> [Task objective] Which lines of the records below contain the word "keys"? Copy each of them out.

*** Opening Extracted information ***

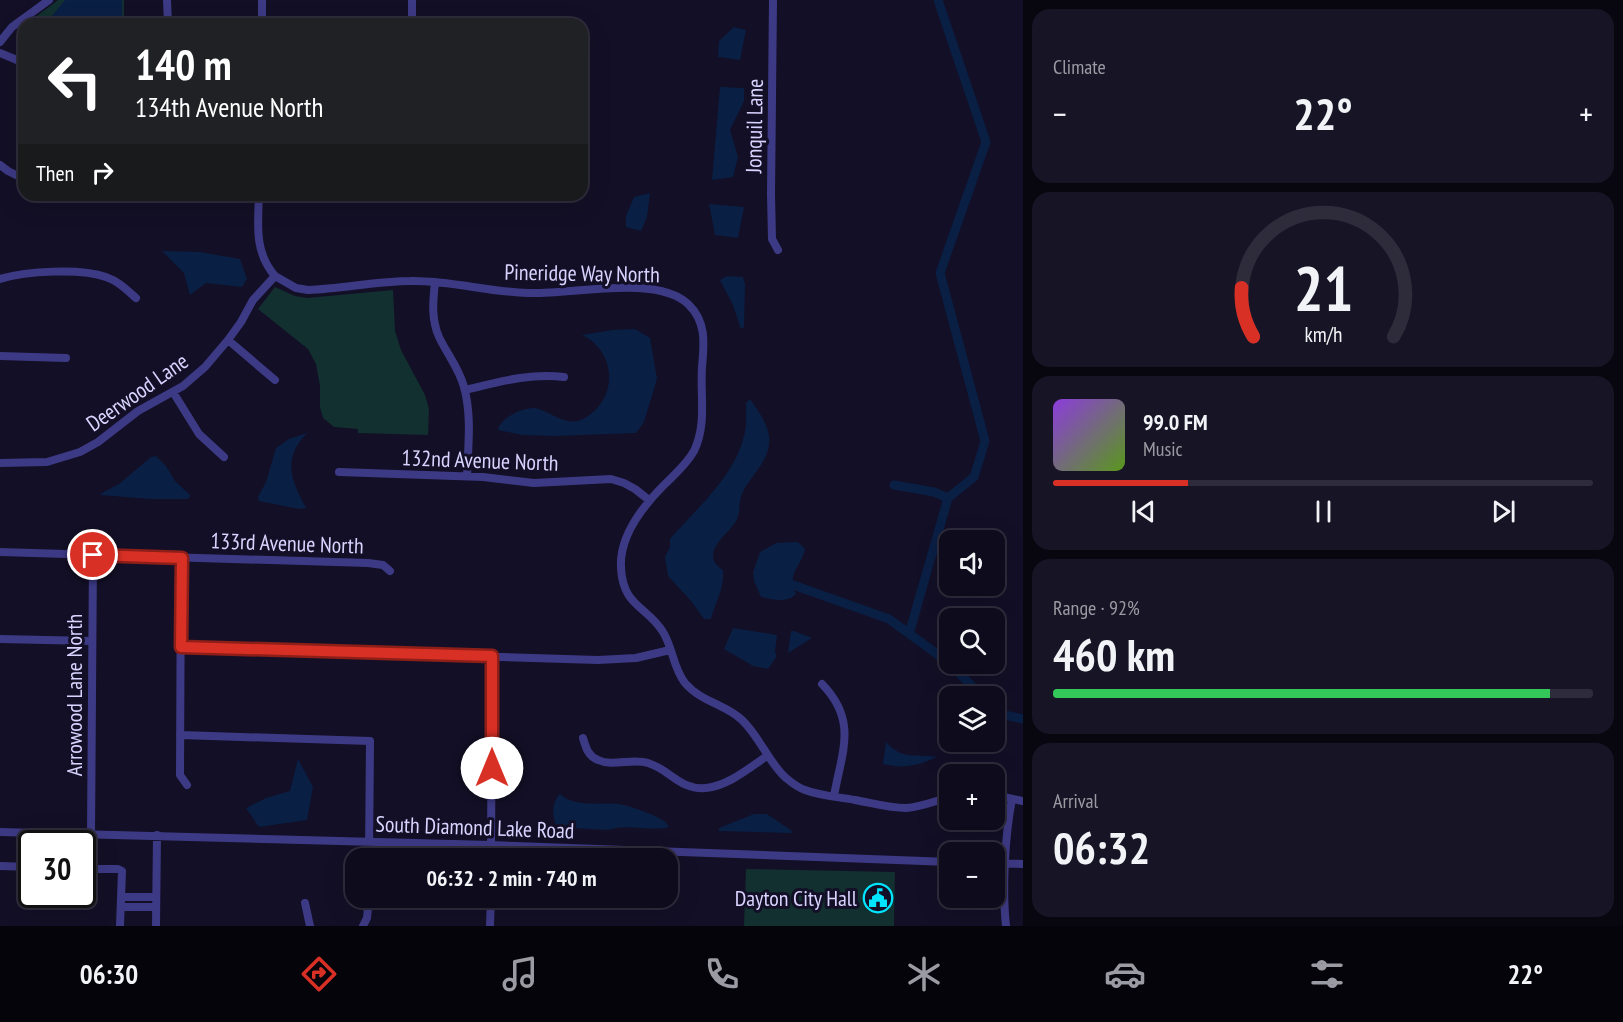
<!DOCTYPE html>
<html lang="en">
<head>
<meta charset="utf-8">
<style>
  :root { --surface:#0e0b1c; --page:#171425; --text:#f1f3f6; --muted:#9b9ba3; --line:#2e2b3b; --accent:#d93025 }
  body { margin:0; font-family:"PT Sans Narrow",sans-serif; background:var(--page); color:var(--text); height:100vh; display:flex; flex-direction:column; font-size:22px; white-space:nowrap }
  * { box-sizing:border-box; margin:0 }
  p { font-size:20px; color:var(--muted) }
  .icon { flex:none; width:33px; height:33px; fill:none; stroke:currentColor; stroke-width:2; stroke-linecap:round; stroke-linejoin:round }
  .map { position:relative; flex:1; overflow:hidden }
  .panel { display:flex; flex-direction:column; gap:9px; padding:9px; background:#08060f; width:600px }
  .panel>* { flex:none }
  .banner { position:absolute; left:18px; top:18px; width:570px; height:183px; border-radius:18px; box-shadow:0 6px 24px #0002,0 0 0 2px var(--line); background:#202124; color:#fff; overflow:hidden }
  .tools { position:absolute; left:939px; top:530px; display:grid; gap:12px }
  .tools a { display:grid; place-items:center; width:66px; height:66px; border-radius:12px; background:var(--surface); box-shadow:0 6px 24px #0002,0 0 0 2px var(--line); font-size:30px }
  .speed { position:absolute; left:18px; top:830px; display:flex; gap:12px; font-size:30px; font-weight:700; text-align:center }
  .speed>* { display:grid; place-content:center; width:78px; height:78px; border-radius:50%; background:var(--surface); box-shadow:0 6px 24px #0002,0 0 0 2px var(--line); line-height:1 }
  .speed .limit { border:3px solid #111; border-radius:9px; background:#fff; color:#111 }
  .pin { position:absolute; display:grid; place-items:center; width:51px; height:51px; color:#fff; margin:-26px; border:3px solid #fff; border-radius:50%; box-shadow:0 2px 6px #0007 }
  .me { position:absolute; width:66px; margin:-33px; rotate:0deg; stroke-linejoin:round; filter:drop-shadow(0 0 4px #0008) }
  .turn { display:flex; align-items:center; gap:21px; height:126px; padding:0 18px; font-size:27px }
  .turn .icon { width:78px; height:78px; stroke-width:2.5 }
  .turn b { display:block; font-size:42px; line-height:51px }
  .then { display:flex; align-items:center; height:57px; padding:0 18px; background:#0003; gap:12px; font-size:22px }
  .big { font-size:45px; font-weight:600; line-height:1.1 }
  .panel .widget { flex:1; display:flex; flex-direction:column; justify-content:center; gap:9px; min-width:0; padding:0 21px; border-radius:18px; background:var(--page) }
  .panel .dial { align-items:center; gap:0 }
  .dial svg { height:156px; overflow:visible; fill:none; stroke:var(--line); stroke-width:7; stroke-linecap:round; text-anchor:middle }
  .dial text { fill:var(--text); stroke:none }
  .song { display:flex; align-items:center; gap:18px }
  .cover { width:72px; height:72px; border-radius:9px; background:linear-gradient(135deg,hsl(270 70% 55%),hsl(90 70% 35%)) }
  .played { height:6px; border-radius:3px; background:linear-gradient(90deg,var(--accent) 25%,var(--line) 25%) }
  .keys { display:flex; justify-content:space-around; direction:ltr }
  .heat { display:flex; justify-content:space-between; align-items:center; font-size:33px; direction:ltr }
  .charge { height:9px; border-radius:4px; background:linear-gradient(90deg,#34c759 92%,var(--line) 0) }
  .trip { position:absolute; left:345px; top:848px; width:333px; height:60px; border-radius:18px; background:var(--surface); box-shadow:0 6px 24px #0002,0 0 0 2px var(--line); font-weight:600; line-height:60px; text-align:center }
  .tab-bar { display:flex; height:96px; justify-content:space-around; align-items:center; background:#06040b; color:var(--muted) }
  .tab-bar .icon { width:42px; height:42px }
  .tab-bar .selected { color:var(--accent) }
  .tab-bar b { font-size:27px; color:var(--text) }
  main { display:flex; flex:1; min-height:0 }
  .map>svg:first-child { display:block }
  .green { fill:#12302f }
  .water { fill:#0a1f44 }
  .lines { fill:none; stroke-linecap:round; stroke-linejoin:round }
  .river { stroke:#0a1f44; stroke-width:9 }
  .minor { stroke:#3d3a85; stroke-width:8 }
  .route-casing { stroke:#8d1f18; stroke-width:15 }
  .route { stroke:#d93025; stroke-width:10 }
  .labels { text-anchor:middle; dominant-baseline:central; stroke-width:6; stroke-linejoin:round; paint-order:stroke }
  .street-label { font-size:22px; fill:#d9d4ff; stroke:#130f26 }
  .poi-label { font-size:22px; fill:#d9d4ff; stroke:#130f26; text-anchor:end }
</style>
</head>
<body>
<main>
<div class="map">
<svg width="1023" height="926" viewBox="0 0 1023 926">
  <rect width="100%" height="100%" fill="#130f26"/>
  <path class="green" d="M 58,0 L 124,0 L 124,24 L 43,24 L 33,19 Z
    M 275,287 L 295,296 L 307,298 L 393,290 L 395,331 L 401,350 L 425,395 L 429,409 L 428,435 L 358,433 L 358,429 L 334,427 L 323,418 L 320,407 L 320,386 L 316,364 L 308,349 L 258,309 Z
    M 746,869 L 895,872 L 894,926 L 744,926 Z"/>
  <path class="water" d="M 65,0 L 122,0 L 122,24 L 47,24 L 46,23 Z
    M 734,27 L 746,30 L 740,60 L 718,57 L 719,41 Z
    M 720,87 L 744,88 L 744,101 L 730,130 L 738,157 L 733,177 L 712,180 Z
    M 650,193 L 647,217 L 641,231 L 626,227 L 626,216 L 634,197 Z
    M 709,204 L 744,207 L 738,238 L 715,235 Z
    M 162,251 L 200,252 L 240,259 L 247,279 L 242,287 L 206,283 L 190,295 L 184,273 Z
    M 727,276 L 743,277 L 745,284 L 744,327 L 741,329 L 733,305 L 720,280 Z
    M 635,329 L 650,338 L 657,379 L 644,422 L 636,433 L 556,436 L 523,435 L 498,430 C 500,418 523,407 535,408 C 551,411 566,428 583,419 C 618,401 618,352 582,335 L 612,330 Z
    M 750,399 C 758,411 767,422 769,436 C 772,460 750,475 742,494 C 738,502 741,513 736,521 C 729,534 697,554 723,570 C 725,587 715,603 711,619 L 704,619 L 691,601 L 668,576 L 665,557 L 670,547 L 670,539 C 697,508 734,477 744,436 C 747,426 746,413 746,403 Z
    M 307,433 C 281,460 292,481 306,508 L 299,509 L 259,501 L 258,497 L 266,482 L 276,448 L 289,439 Z
    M 156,456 L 166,466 L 175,481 L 191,496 L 187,499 L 150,499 L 101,495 L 100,494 L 119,484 L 151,457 Z
    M 798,542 L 805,549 C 801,568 786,572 796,594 C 786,604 773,599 761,597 L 754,581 L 753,572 L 760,552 L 776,543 Z
    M 733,628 L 777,635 L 775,652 L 777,656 L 768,669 L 753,666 L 724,649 Z
    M 791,631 L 794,631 L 812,638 L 788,653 Z
    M 886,742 C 903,761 914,753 937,757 C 917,766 904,769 883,764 Z
    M 298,759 L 313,787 L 307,820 L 259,827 L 246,808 L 266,798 L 290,791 Z
    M 560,794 C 575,808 601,802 619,804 C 631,806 643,811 655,816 C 661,819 666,821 669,827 C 649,832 628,823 608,830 L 557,827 C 552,817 551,803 560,794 Z
    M 754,814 L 767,814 L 792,831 L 791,833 L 719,831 L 719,828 Z"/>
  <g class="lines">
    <path class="river" d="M 894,485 L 934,492 L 948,498
      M 782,581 L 889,619 L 948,662 L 982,696
      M 909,634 L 948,498 L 974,477 L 985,441 L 940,273 L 986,142 L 938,0
      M 994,709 L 1000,714 L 1023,719"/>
    <path class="minor" d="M 167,0 L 168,24
      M 773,0 L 771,194 L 772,239 L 778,250
      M 262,24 L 262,0
      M 412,24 L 412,0
      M 0,42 L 12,27 L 49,0
      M 0,53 L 24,63
      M 0,165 L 8,171 L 24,179
      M 275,276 L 296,288 L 308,290 C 342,289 376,281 410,281 C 449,280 488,292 528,293 C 570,295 656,274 688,304 C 707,322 704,344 702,367 C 700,396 707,424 694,451 C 686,465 675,474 664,485 C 643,506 619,537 621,568 C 623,607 647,606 663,632 C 673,648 673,668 685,683 C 701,702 725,704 742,720 C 760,737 768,762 786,778 C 792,783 799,788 805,790 C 821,796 839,797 855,800 C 872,803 889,808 906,808 C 921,807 935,801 950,797
      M 0,279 C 26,271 81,268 106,277 C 118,281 127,290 136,298
      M 435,282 C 433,301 431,319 439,337 C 447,354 459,368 464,387 C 472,416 468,447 467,476
      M 228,340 L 275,380
      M 0,356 L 66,358
      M 465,390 C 499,382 528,373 564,377
      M 173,392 L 199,434 L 224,457
      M 0,463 L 47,462 L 80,452 L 98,442 L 138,411 L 183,386 L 205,367 L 228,340 L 241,322 L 253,300 L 275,276 C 254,252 258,224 259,195
      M 339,472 L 483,477 L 534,483 L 611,479 L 624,483 L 635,489 L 649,500
      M 0,552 L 368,563 L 383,565 L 390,571
      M 181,558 L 180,775 L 187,785
      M 0,639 L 92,641
      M 181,647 L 598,660 L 636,658 L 670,650
      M 822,684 C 858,721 842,751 834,796
      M 180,735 L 370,741 L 369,858
      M 583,738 C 586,748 588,756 598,760 C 613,767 632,758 648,763 C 671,770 679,790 706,788 C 728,786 749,768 767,756
      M 994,795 L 1023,801
      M 0,832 L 491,845 L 950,862
      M 91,835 L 93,555
      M 491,858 L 492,656
      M 994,863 L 1023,864
      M 0,866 L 32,867
      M 82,869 L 118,869 L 122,871 L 120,926
      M 121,897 L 156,897
      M 305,903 L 310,926
      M 122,907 L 156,907
      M 156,926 L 157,835
      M 363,926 L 367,918 L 369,897
      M 490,926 L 491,897
      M 1006,926 C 1002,889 1005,835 1012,799"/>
  </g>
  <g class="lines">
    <g class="route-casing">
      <path id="route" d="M 93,555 L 182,558 L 181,647 L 492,656 L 492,768"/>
    </g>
    <use href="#route" class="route"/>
  </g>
  <defs>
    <g id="civic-ring" transform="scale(1.5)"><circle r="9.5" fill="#130f26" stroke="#00e5ff" stroke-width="1.5"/><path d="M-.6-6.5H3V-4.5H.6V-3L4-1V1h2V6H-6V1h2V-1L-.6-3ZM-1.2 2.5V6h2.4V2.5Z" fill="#00e5ff"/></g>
  </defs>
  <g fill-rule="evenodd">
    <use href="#civic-ring" x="878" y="898"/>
  </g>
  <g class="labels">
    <g class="street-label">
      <text transform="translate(754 126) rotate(-89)">Jonquil Lane</text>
      <text transform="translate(582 273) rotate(1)">Pineridge Way North</text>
      <text transform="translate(137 392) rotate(-35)">Deerwood Lane</text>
      <text transform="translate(480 460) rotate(2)">132nd Avenue North</text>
      <text transform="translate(287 543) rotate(2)">133rd Avenue North</text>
      <text transform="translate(74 695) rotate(-90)">Arrowood Lane North</text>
      <text transform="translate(475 827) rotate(2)">South Diamond Lake Road</text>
    </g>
    <g class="poi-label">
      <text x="857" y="898">Dayton City Hall</text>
    </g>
  </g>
</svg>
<div class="tools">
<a><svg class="icon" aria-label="sound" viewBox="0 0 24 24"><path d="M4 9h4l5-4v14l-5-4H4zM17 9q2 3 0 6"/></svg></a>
<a><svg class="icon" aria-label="search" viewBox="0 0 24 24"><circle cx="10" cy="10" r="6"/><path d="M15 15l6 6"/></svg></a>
<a><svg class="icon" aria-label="layers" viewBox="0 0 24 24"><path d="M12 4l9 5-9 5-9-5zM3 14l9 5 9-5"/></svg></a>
<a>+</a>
<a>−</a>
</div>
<div class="speed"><div class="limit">30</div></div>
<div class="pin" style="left:93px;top:555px;background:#d93025"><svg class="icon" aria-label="arrive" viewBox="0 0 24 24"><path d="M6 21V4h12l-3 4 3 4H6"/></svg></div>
<svg class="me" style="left:492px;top:768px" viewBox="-20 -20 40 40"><circle r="19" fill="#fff"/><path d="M0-13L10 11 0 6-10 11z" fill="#d93025"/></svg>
<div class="trip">06:32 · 2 min · 740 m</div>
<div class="banner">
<div class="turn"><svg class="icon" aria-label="left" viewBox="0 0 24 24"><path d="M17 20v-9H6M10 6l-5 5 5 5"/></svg><div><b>140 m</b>134th Avenue North</div></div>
<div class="then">Then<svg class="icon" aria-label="right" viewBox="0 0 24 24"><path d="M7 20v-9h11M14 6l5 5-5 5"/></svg></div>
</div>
</div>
<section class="panel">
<div class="widget"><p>Climate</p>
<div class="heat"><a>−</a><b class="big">22°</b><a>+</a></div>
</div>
<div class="widget dial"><svg viewBox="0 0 100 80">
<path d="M14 69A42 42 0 1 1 86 69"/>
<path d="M14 69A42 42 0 0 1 8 44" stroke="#d93025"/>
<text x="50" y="56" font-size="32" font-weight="700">21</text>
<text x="50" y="72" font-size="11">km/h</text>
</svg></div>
<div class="widget">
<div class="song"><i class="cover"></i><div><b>99.0 FM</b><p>Music</p></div></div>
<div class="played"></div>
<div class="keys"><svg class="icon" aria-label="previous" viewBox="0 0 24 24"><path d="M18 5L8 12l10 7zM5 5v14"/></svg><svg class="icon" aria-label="pause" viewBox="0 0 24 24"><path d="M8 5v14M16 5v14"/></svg><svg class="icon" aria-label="next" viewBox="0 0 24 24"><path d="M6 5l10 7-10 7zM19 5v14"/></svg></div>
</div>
<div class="widget"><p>Range · 92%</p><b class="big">460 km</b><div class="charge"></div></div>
<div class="widget"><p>Arrival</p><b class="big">06:32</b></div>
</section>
</main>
<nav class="tab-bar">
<b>06:30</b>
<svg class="icon selected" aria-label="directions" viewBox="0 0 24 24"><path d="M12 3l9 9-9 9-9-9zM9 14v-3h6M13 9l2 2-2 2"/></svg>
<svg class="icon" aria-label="music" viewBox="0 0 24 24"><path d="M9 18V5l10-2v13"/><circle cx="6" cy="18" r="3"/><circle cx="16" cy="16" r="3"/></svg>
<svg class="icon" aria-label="phone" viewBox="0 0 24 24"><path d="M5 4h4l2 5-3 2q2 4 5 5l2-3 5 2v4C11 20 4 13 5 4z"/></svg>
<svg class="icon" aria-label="climate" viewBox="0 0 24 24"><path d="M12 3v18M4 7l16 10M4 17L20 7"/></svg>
<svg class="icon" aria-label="car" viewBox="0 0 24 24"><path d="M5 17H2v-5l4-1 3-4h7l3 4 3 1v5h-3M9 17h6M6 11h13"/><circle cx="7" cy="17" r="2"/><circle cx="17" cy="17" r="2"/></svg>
<svg class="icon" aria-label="filters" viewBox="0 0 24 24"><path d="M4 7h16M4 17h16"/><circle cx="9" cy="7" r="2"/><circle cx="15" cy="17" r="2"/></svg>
<b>22°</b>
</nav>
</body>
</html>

*** Closing Extracted information ***

> [Solution for this exercise]
  .keys { display:flex; justify-content:space-around; direction:ltr }
<div class="keys"><svg class="icon" aria-label="previous" viewBox="0 0 24 24"><path d="M18 5L8 12l10 7zM5 5v14"/></svg><svg class="icon" aria-label="pause" viewBox="0 0 24 24"><path d="M8 5v14M16 5v14"/></svg><svg class="icon" aria-label="next" viewBox="0 0 24 24"><path d="M6 5l10 7-10 7zM19 5v14"/></svg></div>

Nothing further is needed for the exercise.